Yes, patterns could be a potential source of wealth. Except once we’ve got a post-scarcity economy, what’s the point of enforcing intellectual property rights of that sort?
And even if we declare that if you want, you can copyright your patterns and charge whatever you like to access them, and even assuming there would be some effective method of stopping piracy, there will be millons of patterns that won’t be copyrighted. Only if you want the latest and greatest version of whatever would you need to pay for a particular copyrighted pattern. If there are 50,000 free flying car designs available, how much could the designer of the 50,001st design hope to charge?
And then consider that the average person downloading patterns to his fabricator won’t have a job and therefore won’t be able to produce anything of value to other people anyway. That’s why he’s out of a job, right? If he could produce something that the designer wanted, then doing that would be his job and he wouldn’t be unemployed and unemployable. So even if this poor schlub wanted premium content there’s nothing he can produce to trade for it, so he better get used to free content.
Or, if we decide that this poor schlub can do something worthwile after all, then he isn’t unemployable, and there is work for everybody even if it isn’t work that people in the 21st century would recognize.
I suspect that the quality and size of living spaces will be the social demarcator.
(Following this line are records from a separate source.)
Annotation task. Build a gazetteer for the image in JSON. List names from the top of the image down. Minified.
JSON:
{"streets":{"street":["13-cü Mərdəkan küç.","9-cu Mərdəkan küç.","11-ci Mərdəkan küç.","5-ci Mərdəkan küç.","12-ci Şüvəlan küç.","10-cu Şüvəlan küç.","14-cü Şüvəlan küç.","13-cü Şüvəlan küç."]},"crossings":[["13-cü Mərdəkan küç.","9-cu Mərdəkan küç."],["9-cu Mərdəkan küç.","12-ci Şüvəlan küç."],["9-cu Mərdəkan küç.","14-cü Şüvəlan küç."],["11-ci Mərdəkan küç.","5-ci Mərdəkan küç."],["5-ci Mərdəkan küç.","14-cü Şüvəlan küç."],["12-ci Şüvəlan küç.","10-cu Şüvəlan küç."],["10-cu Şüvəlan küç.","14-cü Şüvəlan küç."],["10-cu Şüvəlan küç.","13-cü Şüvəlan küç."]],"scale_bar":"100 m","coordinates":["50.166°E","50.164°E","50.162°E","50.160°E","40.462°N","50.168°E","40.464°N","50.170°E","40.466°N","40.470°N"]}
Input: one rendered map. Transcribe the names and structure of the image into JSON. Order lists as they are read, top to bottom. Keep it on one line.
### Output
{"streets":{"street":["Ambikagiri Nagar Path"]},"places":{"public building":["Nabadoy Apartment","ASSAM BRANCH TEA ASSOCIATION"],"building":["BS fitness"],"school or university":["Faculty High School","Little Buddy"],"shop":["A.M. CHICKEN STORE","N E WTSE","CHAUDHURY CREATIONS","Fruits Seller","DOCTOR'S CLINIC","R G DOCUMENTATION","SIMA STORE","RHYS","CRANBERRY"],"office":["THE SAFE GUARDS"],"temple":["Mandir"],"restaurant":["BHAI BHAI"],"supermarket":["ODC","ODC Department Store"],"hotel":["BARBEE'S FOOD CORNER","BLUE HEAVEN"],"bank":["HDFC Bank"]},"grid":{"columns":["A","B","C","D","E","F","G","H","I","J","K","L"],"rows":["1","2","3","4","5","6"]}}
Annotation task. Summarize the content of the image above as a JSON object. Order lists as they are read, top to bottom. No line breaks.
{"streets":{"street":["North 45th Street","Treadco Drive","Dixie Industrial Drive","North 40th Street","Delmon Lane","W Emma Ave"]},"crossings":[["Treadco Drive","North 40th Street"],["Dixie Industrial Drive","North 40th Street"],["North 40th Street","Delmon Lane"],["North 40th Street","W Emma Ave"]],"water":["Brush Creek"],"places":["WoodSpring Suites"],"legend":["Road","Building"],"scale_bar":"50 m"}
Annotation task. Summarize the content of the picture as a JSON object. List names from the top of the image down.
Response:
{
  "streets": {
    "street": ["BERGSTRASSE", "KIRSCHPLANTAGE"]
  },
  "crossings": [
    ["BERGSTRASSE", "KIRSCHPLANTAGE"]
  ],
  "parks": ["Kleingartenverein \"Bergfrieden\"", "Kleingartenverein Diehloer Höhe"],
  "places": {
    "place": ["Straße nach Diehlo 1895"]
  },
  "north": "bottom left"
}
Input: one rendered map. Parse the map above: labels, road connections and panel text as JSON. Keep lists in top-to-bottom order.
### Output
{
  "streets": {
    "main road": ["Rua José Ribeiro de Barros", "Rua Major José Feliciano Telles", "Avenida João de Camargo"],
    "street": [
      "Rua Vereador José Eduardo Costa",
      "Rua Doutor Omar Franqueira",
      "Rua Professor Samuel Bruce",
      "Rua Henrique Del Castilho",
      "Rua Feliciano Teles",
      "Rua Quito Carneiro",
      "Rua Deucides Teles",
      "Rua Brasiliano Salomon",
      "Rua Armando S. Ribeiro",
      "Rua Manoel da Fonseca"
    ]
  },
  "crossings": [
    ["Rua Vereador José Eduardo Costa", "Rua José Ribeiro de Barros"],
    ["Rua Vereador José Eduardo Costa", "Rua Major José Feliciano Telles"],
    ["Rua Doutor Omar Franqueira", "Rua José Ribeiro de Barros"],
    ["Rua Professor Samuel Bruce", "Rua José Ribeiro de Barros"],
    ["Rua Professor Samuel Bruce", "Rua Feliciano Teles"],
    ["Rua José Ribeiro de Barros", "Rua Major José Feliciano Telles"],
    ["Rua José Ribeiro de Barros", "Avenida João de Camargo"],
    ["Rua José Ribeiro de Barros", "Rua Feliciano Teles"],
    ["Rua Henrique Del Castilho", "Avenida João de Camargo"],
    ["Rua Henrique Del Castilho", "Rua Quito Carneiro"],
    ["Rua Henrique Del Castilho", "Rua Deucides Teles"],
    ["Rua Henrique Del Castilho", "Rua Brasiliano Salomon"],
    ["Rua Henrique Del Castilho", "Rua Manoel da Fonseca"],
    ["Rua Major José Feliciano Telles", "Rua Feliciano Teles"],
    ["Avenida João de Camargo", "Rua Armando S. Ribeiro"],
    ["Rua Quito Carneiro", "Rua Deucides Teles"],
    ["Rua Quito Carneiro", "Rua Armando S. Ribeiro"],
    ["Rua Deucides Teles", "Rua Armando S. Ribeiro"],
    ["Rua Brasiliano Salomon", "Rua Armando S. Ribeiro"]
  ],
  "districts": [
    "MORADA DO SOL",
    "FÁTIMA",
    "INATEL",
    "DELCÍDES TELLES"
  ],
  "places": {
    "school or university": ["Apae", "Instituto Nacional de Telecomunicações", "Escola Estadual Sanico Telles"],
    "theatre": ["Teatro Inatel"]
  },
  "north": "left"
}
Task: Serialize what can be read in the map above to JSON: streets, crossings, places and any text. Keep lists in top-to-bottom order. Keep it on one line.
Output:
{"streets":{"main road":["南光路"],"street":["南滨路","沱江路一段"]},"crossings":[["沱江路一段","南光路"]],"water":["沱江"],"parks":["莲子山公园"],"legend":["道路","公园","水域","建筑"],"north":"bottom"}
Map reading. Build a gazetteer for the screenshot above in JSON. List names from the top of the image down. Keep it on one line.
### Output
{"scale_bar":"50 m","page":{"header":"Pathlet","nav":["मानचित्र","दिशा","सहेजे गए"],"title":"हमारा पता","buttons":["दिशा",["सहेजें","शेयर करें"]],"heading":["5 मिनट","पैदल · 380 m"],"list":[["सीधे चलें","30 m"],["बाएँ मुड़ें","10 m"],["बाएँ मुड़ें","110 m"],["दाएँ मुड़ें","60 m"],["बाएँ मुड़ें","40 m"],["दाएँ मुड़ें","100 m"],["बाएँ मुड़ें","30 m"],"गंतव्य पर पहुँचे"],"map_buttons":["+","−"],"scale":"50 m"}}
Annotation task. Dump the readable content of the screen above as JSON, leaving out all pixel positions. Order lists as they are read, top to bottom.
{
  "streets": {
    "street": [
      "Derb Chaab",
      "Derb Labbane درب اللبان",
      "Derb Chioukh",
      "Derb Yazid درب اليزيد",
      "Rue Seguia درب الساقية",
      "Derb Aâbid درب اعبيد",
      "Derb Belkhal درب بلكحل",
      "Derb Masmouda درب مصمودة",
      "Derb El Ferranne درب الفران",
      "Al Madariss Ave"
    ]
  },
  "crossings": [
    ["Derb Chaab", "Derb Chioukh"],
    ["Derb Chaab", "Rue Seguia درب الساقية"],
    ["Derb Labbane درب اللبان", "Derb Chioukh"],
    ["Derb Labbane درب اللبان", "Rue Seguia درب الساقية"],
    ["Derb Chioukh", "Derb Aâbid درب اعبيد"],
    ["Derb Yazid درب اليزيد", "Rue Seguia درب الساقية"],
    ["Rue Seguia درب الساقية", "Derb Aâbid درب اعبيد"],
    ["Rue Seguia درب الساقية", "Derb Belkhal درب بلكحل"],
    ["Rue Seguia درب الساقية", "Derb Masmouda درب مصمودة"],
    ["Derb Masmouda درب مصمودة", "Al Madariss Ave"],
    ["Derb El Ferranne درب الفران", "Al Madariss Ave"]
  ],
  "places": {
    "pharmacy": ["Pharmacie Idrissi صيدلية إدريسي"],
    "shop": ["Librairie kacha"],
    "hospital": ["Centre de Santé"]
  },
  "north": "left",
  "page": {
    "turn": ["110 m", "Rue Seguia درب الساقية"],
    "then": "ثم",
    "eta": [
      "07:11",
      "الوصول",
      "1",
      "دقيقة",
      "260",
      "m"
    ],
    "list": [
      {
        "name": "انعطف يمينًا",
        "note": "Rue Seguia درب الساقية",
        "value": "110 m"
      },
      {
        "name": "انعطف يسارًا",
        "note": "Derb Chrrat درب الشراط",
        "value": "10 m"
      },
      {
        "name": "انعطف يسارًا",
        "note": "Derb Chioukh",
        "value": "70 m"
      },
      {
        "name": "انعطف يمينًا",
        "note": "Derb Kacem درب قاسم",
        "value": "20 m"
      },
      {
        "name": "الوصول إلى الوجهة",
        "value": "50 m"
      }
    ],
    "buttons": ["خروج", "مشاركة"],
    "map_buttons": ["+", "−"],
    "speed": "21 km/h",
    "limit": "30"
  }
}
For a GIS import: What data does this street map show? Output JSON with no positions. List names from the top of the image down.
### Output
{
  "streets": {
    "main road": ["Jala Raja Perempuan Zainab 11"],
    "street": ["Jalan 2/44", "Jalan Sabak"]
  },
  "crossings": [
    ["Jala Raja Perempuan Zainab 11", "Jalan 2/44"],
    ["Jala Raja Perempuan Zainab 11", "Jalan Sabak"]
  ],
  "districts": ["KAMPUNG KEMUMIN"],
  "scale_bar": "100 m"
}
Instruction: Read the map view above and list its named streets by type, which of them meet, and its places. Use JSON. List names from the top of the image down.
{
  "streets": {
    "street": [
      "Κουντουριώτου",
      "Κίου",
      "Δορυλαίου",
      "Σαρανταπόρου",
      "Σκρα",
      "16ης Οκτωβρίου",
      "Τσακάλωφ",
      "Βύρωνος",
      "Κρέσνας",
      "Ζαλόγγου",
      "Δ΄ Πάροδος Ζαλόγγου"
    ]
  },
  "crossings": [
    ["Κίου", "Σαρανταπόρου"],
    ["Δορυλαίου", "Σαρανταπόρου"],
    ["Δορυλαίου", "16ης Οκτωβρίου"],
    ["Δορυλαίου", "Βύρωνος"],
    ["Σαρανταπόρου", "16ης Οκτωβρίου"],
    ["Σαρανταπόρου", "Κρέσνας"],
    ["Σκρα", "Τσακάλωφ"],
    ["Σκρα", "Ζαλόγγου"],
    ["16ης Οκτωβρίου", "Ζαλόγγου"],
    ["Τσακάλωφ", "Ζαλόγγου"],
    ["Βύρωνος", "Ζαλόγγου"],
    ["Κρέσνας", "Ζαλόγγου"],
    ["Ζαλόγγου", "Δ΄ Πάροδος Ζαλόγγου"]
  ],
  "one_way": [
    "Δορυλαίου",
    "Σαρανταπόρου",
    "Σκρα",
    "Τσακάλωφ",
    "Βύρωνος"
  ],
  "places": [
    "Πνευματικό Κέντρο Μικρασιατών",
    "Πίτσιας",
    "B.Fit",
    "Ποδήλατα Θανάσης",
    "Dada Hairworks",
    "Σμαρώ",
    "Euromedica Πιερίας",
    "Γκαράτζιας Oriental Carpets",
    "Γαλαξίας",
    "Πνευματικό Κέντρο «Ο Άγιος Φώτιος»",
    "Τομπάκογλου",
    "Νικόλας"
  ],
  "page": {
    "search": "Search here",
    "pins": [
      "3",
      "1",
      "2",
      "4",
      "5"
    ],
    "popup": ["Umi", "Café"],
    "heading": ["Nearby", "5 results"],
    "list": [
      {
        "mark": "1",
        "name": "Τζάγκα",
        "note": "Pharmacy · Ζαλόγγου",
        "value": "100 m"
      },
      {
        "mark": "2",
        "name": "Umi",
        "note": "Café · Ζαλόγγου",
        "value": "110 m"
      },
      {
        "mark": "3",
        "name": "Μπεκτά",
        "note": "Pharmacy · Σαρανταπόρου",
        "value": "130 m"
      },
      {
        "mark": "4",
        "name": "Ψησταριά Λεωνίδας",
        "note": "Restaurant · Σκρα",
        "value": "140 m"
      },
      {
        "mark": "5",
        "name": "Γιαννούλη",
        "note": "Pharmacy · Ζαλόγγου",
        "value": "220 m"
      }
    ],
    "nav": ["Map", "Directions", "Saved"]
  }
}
You can furnish a one-bedroom apartment as lusciously as you like or a room in a hotel as lusciously as you like, it’s still what it is. There will be rooms, apartments, modest single family homes, immodest single family homes, mansions, and estates. People are hierarchical in nature, they will find a way to sort themselves out, and those on the bottom will be looked down on by those on the top, because they CAN. It will be nice when the people on the bottom no longer have to starve or go homeless to give those above them a feeling of superiority.
But it won’t be “living space” that will be at a premium, but acreage. To get lots of spacious apartments you just need to build up. Maybe you won’t get a spacious apartment in Manhattan, or with a (non-simulated) view of the Golden Gate Bridge, but luxury high-rise apartments in Peoria shouldn’t be expensive to create, the scarce good is the land underneath the high-rise, not the high-rise itself.
So even if 98% of the Earth’s surface is reserved land controlled by the Powers-That-Be and off limits, we can still stack up the peons in giant arcologies on Baffin Island. Baffin Island is 500,000 square kilometers, so with 10 billion people if we turned the whole thing into a 20 story arcology that makes 1 square kilometer of floor space per capite censi.
Not quite a square kilometre, but three orders of magnitude less, actually; nevertheless a sizeable apartment.
Given fabricators that can provide all the basic human needs, plus a wide array of human luxuries such as instant communication and entertainment on tap, the plebs would probably be perfectly happy in their one hectare lodgings.